--- Exercise ---
Filter the listing below, keeping only the lines with the word "bottom".

--- Raw data ---
☆ ☆ ☆ ☆
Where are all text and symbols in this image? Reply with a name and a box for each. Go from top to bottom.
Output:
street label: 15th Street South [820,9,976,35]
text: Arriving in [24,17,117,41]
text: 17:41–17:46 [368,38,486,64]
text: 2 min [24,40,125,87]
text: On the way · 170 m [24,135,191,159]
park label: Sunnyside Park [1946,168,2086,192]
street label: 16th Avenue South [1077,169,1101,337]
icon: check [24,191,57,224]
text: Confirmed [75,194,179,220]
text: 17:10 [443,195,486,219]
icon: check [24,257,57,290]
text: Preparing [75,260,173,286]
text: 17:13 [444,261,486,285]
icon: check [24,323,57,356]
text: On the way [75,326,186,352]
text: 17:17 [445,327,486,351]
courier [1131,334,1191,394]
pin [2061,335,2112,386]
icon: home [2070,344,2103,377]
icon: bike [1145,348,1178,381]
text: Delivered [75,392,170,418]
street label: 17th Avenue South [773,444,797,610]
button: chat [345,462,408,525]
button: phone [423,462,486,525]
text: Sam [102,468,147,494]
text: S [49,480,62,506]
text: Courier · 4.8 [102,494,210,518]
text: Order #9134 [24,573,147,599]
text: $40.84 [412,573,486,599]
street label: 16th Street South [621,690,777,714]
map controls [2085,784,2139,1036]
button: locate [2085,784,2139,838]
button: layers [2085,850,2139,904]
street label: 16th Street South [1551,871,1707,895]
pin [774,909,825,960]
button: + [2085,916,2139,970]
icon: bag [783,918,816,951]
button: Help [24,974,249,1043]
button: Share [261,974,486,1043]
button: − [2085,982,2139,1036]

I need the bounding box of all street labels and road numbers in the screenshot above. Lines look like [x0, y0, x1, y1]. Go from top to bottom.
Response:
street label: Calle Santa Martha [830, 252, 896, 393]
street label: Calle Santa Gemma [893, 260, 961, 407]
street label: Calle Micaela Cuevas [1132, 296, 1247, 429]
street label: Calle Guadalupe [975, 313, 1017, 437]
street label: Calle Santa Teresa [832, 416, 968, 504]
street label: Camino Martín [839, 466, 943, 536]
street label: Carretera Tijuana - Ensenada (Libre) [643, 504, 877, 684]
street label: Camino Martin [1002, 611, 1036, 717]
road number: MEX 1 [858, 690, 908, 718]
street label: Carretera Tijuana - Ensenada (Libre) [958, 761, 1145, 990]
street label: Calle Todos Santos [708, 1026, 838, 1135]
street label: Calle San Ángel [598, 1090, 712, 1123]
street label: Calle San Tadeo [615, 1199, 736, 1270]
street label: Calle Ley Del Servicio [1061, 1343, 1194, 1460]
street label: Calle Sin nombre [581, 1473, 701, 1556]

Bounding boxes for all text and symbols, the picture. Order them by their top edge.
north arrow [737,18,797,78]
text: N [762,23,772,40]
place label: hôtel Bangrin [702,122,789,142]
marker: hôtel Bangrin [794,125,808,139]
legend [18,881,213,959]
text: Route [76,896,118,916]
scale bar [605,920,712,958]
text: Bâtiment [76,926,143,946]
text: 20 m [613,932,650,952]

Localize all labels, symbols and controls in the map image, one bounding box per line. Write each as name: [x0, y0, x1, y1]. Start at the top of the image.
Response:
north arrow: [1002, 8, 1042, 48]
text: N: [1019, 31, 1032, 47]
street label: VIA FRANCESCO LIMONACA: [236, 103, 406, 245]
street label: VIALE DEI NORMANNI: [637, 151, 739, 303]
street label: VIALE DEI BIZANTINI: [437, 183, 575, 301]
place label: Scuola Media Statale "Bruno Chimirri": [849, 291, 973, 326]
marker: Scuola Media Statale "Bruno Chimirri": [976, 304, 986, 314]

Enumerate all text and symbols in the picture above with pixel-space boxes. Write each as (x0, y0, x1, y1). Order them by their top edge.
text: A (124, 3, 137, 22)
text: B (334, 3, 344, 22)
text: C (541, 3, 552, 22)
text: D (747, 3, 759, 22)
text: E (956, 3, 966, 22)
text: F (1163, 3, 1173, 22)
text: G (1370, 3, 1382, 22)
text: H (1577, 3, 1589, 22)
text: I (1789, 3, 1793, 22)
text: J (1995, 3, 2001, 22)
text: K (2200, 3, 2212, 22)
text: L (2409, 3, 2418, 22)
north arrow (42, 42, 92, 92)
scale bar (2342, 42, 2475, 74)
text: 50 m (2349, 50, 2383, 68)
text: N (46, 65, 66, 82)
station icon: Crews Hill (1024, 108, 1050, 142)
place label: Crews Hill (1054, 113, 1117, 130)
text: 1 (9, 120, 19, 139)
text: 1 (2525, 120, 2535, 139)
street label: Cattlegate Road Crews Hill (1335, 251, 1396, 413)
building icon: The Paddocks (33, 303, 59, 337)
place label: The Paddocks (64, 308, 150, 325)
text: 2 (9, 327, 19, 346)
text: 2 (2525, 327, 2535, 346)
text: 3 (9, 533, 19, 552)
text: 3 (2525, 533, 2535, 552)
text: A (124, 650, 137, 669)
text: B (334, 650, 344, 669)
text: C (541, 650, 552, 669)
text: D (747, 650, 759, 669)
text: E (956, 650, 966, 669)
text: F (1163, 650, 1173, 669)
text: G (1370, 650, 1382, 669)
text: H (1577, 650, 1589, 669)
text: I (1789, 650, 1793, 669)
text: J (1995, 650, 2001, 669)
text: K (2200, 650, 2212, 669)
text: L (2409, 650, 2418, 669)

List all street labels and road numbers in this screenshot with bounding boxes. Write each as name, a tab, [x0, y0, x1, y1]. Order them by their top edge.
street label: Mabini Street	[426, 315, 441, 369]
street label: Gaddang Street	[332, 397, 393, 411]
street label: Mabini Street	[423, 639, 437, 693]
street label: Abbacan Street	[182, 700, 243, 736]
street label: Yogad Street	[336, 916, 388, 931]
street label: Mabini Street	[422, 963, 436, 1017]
☆ ☆ ☆ ☆
--- Answer to this exercise ---
Where are all text and symbols in this image? Reply with a name and a box for each. Go from top to bottom.
I need the bounding box of all street labels and road numbers in the screenshot above. Lines look like [x0, y0, x1, y1]. Go from top to bottom.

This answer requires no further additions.